(Stored items)

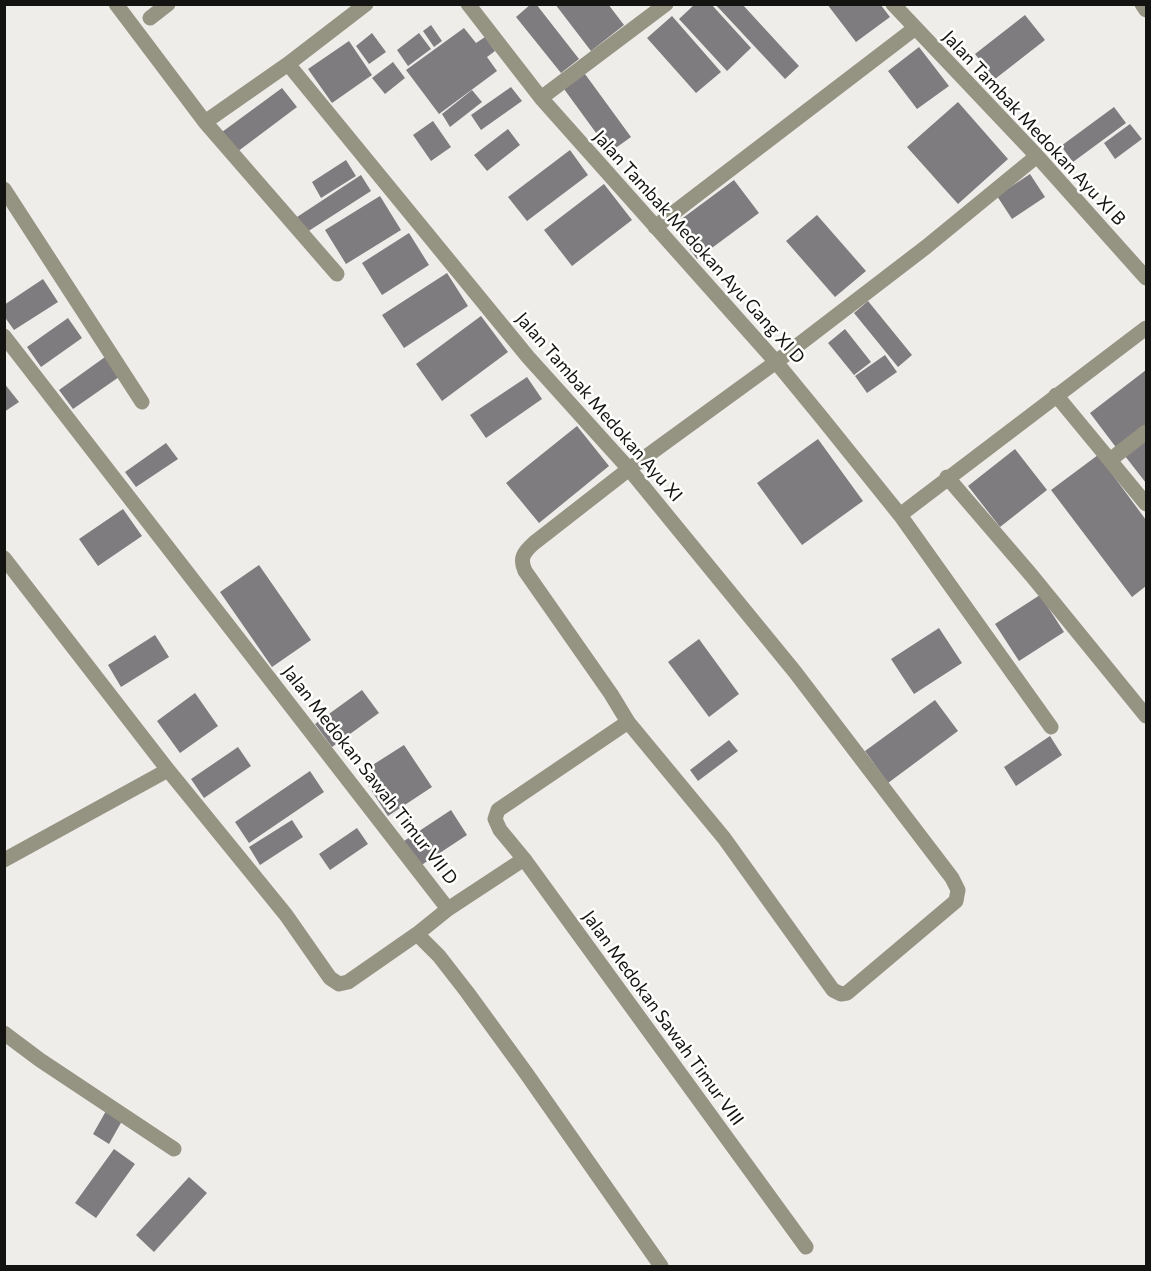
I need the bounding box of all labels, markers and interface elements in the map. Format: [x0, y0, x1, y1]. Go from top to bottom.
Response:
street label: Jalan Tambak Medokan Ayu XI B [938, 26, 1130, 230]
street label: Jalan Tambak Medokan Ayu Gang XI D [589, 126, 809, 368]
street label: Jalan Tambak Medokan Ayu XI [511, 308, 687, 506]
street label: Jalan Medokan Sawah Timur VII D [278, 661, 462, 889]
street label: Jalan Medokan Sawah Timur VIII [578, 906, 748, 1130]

...

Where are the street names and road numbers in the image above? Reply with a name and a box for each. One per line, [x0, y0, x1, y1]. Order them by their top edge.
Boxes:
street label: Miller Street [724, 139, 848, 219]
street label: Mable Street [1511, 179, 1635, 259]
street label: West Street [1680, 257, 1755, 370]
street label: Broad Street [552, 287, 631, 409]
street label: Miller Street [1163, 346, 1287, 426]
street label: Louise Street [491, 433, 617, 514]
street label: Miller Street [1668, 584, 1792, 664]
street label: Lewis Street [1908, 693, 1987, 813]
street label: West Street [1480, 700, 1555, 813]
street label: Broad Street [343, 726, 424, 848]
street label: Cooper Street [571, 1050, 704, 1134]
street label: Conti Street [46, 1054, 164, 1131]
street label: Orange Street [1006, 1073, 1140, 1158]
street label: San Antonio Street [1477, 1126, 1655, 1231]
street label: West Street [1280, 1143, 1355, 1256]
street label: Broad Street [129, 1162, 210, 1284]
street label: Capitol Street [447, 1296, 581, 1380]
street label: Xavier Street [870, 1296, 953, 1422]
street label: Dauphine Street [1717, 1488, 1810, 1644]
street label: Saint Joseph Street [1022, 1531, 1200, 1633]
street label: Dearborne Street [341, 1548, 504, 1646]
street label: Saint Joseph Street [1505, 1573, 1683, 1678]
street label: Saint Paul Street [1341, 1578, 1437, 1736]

...

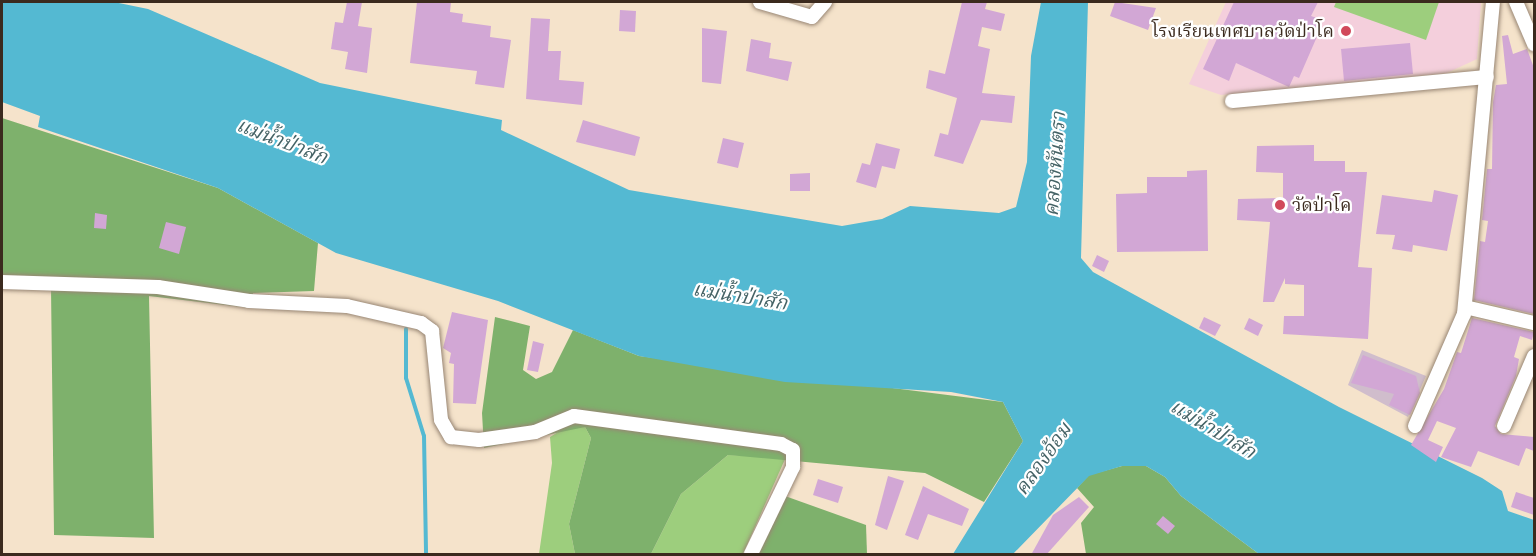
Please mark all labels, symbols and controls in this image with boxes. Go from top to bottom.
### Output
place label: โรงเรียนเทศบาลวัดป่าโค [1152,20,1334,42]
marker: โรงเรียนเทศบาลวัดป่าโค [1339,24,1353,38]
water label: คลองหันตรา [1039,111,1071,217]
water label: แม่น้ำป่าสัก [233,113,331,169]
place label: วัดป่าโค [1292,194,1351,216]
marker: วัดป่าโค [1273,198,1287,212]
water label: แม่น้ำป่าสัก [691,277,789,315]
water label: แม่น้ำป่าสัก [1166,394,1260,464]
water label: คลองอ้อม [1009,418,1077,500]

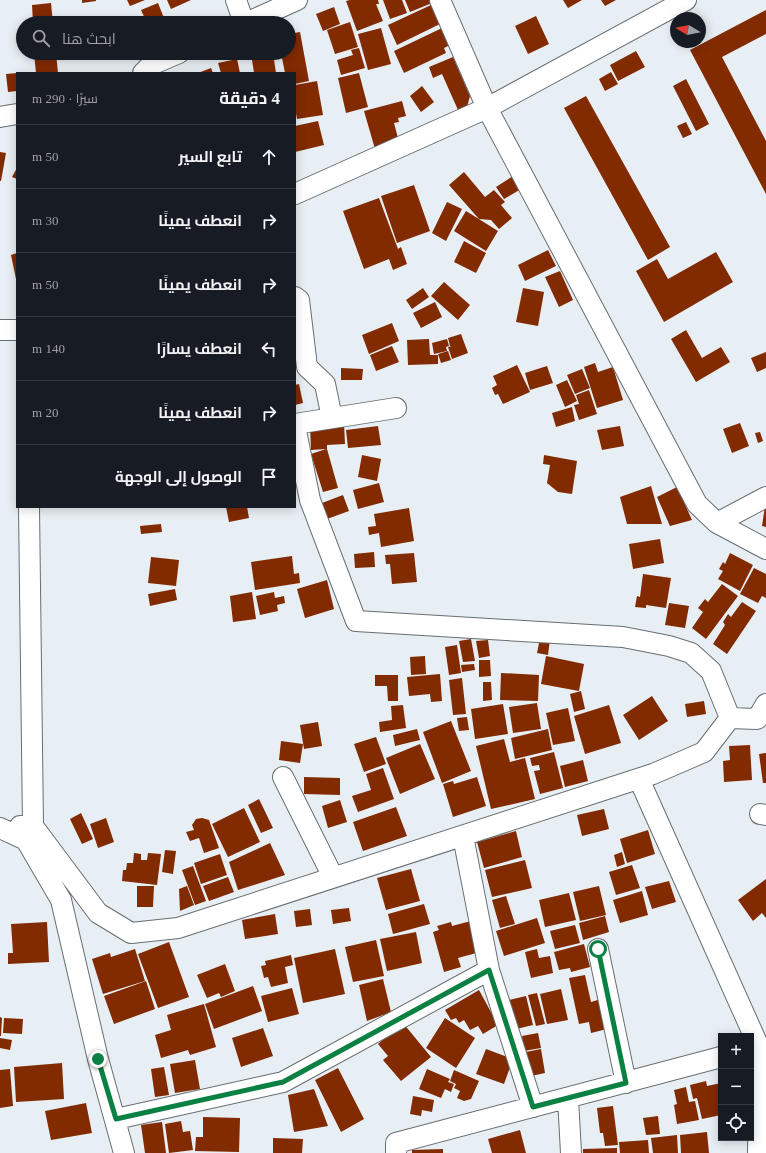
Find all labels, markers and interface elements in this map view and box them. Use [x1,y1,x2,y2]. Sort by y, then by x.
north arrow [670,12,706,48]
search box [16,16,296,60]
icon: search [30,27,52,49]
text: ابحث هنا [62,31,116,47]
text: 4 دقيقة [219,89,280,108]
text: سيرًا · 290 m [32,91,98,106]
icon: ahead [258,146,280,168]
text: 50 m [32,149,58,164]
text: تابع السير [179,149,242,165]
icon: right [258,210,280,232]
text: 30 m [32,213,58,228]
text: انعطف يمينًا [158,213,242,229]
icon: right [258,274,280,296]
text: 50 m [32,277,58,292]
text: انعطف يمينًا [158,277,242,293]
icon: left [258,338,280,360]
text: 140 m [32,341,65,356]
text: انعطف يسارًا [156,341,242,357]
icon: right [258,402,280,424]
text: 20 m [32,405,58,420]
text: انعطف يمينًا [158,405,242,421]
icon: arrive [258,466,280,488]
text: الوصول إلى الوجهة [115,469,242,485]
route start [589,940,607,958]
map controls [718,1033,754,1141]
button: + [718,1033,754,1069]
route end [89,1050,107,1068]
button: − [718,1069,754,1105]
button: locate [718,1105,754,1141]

-- DIRECTIONS FOR THIS TASK --
Among the records, find the lines that contain "image" and copy each of them.

-- PROBLEM SOLUTION --
Where are the street names and road numbers in the image above? Reply with a name and a box for each. One per line, [x0, y0, x1, y1]. Order them by their top edge.
Please mark all labels, symbols and controls in this image with boxes. Go from top to bottom.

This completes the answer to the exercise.